| WHAT YOU HAVE TO DO |
Below are the entries; give again exactly the lines from the one mentioning "display:grid; place-items:center; width:60px;" through the one mentioning "position:absolute; width:30px; height:30px;", inclusive.

| INFORMATION PROVIDED |
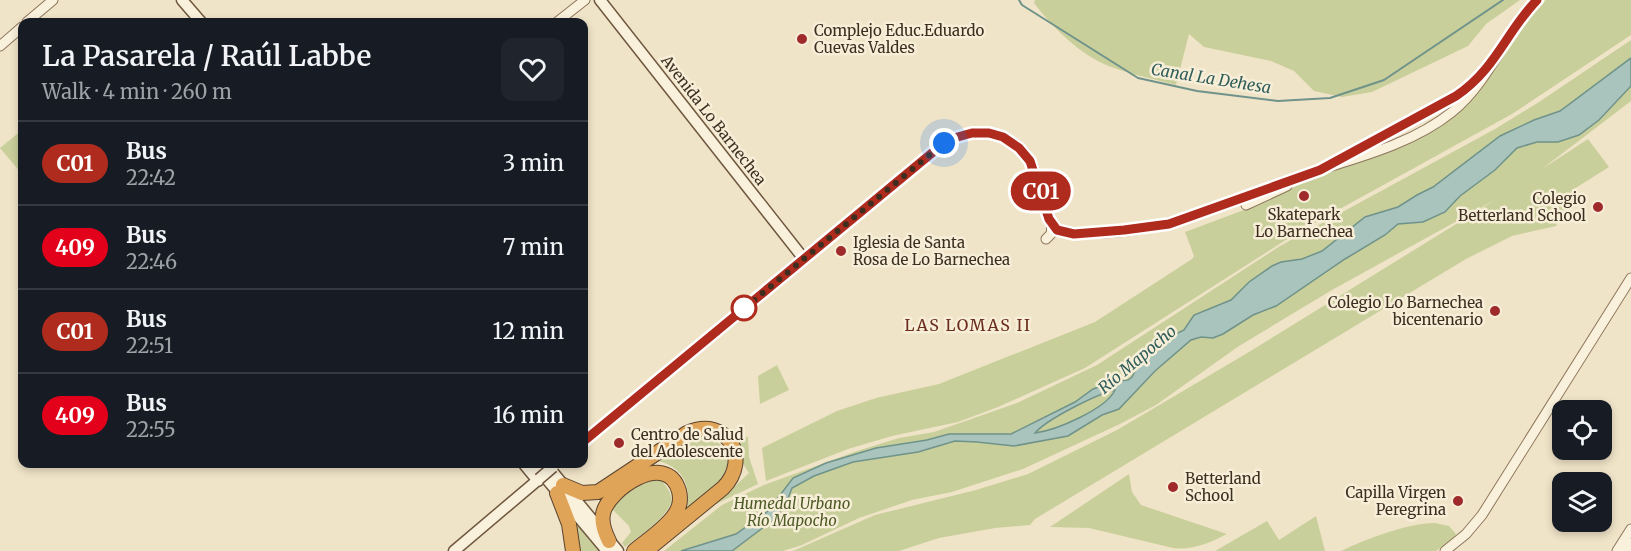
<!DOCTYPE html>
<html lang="en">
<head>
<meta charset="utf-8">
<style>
	:root { --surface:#171b24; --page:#20242c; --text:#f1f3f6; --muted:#9ea1a6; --line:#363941 }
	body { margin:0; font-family:Merriweather,serif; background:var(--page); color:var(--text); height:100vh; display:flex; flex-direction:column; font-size:22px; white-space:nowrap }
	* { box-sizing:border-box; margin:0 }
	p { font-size:20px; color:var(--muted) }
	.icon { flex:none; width:33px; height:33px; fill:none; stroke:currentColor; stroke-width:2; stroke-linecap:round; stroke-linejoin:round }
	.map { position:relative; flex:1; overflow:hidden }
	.drawer { position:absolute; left:18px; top:18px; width:570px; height:450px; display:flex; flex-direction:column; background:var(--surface); border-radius:12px; box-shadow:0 3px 9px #0003 }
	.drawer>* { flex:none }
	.badge { padding:0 12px; border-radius:20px; font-size:21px; line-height:39px }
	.controls { position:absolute; left:1552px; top:400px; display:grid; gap:12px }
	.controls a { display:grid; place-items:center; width:60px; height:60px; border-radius:12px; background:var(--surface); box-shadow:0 3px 9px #0003; font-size:30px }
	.you { position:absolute; width:30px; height:30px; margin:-15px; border:4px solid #fff; border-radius:50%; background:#1a73e8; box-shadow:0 0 0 9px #1a73e833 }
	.map>.badge { position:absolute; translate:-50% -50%; box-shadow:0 0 0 3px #fff }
	.round { display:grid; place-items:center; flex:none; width:63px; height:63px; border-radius:12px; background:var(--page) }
	.head { display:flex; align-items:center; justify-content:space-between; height:102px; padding:0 24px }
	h1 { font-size:28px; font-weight:600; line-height:45px }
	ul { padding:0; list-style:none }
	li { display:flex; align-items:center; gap:18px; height:84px; padding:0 24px; border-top:2px solid var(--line) }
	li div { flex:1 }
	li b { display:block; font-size:22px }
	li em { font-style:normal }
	li .badge { min-width:66px; font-weight:700; text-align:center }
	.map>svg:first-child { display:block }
	.green { fill:#c9cf9b }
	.water { fill:#a9c4bc; stroke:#6f938a; stroke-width:1.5; fill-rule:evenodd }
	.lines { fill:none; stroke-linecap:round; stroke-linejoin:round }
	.stream { stroke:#6f938a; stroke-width:2 }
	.tertiary-casing { stroke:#8d765c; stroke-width:11 }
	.secondary-casing { stroke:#6f573f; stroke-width:13 }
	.motorway-casing { stroke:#5b4430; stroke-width:16 }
	.tertiary { stroke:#faf1dc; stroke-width:9 }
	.secondary { stroke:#faf1dc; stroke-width:10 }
	.motorway { stroke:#e0a458; stroke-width:14 }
	.secondary-bridge-casing { stroke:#6f573f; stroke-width:13; stroke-linecap:butt }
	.secondary-bridge { stroke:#faf1dc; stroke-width:10 }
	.line-casing { stroke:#fff; stroke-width:14 }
	.line { stroke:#af2b1e; stroke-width:9 }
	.walk { stroke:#3d2e20; stroke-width:6; stroke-dasharray:0 10.8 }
	.poi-dot { fill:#9e2a2b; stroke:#f7eed8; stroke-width:2 }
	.stop-dot { fill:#fff; stroke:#af2b1e; stroke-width:3 }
	.labels { text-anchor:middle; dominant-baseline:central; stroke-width:5; stroke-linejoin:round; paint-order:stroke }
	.poi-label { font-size:15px; fill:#3d2e20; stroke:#f7eed8; text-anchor:start }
	.street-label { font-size:15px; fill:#3d2e20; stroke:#f7eed8 }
	.park-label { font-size:15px; font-style:italic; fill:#4d5a26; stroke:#f7eed8 }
	.water-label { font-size:16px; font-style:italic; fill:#2f5d5a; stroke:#f7eed8 }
	.neighbourhood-label { font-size:16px; letter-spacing:1.5px; fill:#6b2e1e; stroke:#f7eed8 }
</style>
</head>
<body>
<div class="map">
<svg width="1631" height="551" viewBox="0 0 1631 551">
	<rect width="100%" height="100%" fill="#f0e4c8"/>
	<!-- green -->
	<path class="green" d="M 1035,0 L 1520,0 L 1486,24 L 1468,46 L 1372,92 L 1342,97 L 1314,91 L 1294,71 L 1271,61 L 1204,47 L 1189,34 L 1176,85 C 1154,79 1115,71 1096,60 C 1071,46 1051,25 1034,3 Z
		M 1546,0 L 1631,0 L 1631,35 L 1512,114 L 1300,231 L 1085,368 L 998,407 L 958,422 L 892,436 L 848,449 L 766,481 L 762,448 L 837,411 L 876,398 L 939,384 L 1095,322 L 1192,259 L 1194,256 L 1185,232 L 1244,210 L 1457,112 L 1530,16 Z
		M 1631,40 L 1631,101 L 1542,169 L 1588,139 L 1609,167 L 1574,189 L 1556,226 L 1512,236 L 1466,259 L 1035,519 L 1030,525 L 995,528 L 939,538 L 899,551 L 793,551 L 875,515 L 976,490 L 1028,474 L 1117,430 L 1249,352 L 1495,200 L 1332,290 L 1239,346 L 1156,405 L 1120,424 L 1023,469 L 952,492 L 912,500 L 859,518 L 802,545 L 783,551 L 664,551 L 722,505 L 764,485 L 857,451 L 899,438 L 934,432 L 1017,403 L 1097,365 L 1280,246 L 1495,129 L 1539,102 Z
		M 22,130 L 22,174 L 0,148 Z
		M 777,365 L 789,390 L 760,404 L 758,376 Z
		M 748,436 L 749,457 L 758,484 L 716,504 L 749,473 L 742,462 L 737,444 Z
		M 698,438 C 708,438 717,440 724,448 C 744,474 703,497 686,510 C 693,486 681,465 657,461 L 675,448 Z
		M 1129,474 L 1132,492 L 1141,505 L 1227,534 C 1212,542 1191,551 1173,548 L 1089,528 L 1050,527 Z
		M 648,480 L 662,481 C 667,487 673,495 671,503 C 666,518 638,537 625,547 L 622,543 L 631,532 L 629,526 L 609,506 L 635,486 Z
		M 1316,516 L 1325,551 L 1215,551 L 1267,521 L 1279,540 Z
		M 1435,523 L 1449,526 L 1456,534 L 1453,539 L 1436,551 L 1341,551 C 1366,539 1408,523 1435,523 Z
		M 573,527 L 580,527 L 601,551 L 576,551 Z"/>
	<!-- water -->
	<path class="water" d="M 1631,58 L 1631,86 L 1599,120 L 1579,135 L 1558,142 L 1537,142 L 1517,148 L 1495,170 L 1460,196 L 1445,212 L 1423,222 L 1398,224 L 1385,235 L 1345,259 L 1276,306 L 1253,315 L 1223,334 L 1213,338 L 1201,337 L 1191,340 L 1155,371 L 1119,409 L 1102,415 L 1068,436 L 1014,446 L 977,442 L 955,441 L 918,452 L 853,462 L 814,476 L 792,488 L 787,501 L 777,517 L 732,551 L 681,551 L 736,534 L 768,511 L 793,478 L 826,463 L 876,448 L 927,440 L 949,434 L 1011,434 L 1075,402 L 1093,389 L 1118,381 L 1128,380 L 1132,377 L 1143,356 L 1164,340 L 1184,330 L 1194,315 L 1231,300 L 1249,282 L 1272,266 L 1281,262 L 1302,259 L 1322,251 L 1365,217 L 1398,207 L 1417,195 L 1433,187 L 1500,136 L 1534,120 L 1560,111 ZM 1115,390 C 1106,409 1057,430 1035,433 C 1047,419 1097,394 1115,390 Z"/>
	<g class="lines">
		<!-- stream -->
		<path class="stream" d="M 1019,0 L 1022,5 L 1138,78 L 1197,91 L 1278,101 L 1330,98 L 1384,80 L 1503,0"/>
		<!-- tertiary casing -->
		<g class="tertiary-casing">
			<path id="tertiary" d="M 27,22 L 53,0
				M 557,22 L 585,0
				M 0,46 L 22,27
				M 1331,164 L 1444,103 L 1469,87 L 1477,79
				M 1246,205 L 1287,186
				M 1046,239 L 1051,234 L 1052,225
				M 804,259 L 944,143 C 973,125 1018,131 1033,166 C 1041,185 1043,206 1052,225 L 1060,231 L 1070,234 C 1101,234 1138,232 1169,223 C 1220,209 1269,186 1319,170 C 1364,156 1415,142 1452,112 C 1489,82 1505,34 1537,0
				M 1445,551 L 1466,534 L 1482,515 L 1631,278
				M 1617,551 L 1631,529
				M 1626,551 L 1631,543"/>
		</g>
		<!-- secondary casing -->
		<g class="secondary-casing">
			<path id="secondary" d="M 182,0 L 201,22
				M 584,441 L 804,259 L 600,0
				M 524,464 L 538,481
				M 534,464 L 607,551
				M 546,464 L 618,551
				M 454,551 L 539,479"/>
		</g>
		<!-- motorway casing -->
		<g class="motorway-casing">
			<path id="motorway" d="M 563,485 L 582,493 L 598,492 L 687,433 C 727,415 752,459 723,488 L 646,551
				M 557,493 L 569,524 L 573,551
				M 609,541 C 605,533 601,523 603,514 C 607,490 667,449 679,491 C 681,499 680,507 675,514 C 666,528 647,540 634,551"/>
		</g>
		<!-- tertiary -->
		<use href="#tertiary" class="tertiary"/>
		<!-- secondary -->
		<use href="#secondary" class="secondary"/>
		<!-- motorway -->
		<use href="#motorway" class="motorway"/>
		<!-- secondary-bridge casing -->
		<g class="secondary-bridge-casing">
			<path id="secondary-bridge" d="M 539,479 L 553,467"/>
		</g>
		<!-- secondary-bridge -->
		<use href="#secondary-bridge" class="secondary-bridge"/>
	</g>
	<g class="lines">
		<!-- line casing -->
		<g class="line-casing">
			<path id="line" d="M 584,441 L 938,148 L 954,138 L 972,133 L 989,133 L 1003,137 L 1019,148 L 1030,161 L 1049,219 L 1057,230 L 1074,234 L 1124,230 L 1169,224 L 1320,170 L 1456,96 C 1496,69 1506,32 1537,0"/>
		</g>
		<!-- line -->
		<use href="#line" class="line"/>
		<!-- walk -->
		<path class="walk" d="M 744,308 L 741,311 L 944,143"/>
	</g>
	<!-- markers -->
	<g class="poi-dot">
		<circle cx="802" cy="39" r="6"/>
		<circle cx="1304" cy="196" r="6"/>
		<circle cx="1598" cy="207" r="6"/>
		<circle cx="841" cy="251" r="6"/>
		<circle cx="1495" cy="311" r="6"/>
		<circle cx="619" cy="443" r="6"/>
		<circle cx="1173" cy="487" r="6"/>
		<circle cx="1458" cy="501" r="6"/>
	</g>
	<circle class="stop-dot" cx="744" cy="308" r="12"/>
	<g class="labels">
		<!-- poi labels -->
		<g class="poi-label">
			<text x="814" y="30">Complejo Educ.Eduardo<tspan x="814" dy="17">Cuevas Valdes</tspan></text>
			<text x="1586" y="198" text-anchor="end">Colegio<tspan x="1586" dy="17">Betterland School</tspan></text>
			<text x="1304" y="214" text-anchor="middle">Skatepark<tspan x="1304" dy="17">Lo Barnechea</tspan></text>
			<text x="853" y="242">Iglesia de Santa<tspan x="853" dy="17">Rosa de Lo Barnechea</tspan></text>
			<text x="1483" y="302" text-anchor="end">Colegio Lo Barnechea<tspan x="1483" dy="17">bicentenario</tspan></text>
			<text x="631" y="434">Centro de Salud<tspan x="631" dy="17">del Adolescente</tspan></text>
			<text x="1185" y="478">Betterland<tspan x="1185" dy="17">School</tspan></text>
			<text x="1446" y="492" text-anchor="end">Capilla Virgen<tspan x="1446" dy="17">Peregrina</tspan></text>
		</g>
		<!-- street labels -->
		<g class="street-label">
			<text transform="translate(714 120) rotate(52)">Avenida Lo Barnechea</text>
		</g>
		<!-- park labels -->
		<g class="park-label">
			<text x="792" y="503">Humedal Urbano<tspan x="792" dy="17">Río Mapocho</tspan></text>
		</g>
		<!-- water labels -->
		<g class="water-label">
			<text transform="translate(1211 78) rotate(9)">Canal La Dehesa</text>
			<text transform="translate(1137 359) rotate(-40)">Río Mapocho</text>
		</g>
		<!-- neighbourhood labels -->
		<g class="neighbourhood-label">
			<text x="968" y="325">LAS LOMAS II</text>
		</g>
	</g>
</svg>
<div class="controls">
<a><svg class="icon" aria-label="locate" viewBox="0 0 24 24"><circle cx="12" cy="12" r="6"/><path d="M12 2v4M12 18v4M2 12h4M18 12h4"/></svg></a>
<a><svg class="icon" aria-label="layers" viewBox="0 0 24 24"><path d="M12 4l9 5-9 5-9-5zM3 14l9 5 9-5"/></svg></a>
</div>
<div class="you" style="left:944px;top:143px"></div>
<b class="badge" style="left:1041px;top:191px;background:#af2b1e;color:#fff">C01</b>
<section class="drawer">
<div class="head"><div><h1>La Pasarela / Raúl Labbe</h1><p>Walk · 4 min · 260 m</p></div><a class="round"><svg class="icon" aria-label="heart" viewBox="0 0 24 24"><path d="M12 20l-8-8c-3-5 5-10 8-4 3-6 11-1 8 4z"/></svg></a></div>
<ul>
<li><span class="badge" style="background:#af2b1e;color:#fff">C01</span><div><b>Bus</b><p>22:42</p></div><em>3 min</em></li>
<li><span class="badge" style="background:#e2001a;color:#fff">409</span><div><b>Bus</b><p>22:46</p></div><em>7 min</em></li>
<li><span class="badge" style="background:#af2b1e;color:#fff">C01</span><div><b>Bus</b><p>22:51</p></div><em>12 min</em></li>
<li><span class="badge" style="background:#e2001a;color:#fff">409</span><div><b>Bus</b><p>22:55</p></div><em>16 min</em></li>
</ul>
</section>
</div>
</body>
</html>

| RESULT |
	.controls a { display:grid; place-items:center; width:60px; height:60px; border-radius:12px; background:var(--surface); box-shadow:0 3px 9px #0003; font-size:30px }
	.you { position:absolute; width:30px; height:30px; margin:-15px; border:4px solid #fff; border-radius:50%; background:#1a73e8; box-shadow:0 0 0 9px #1a73e833 }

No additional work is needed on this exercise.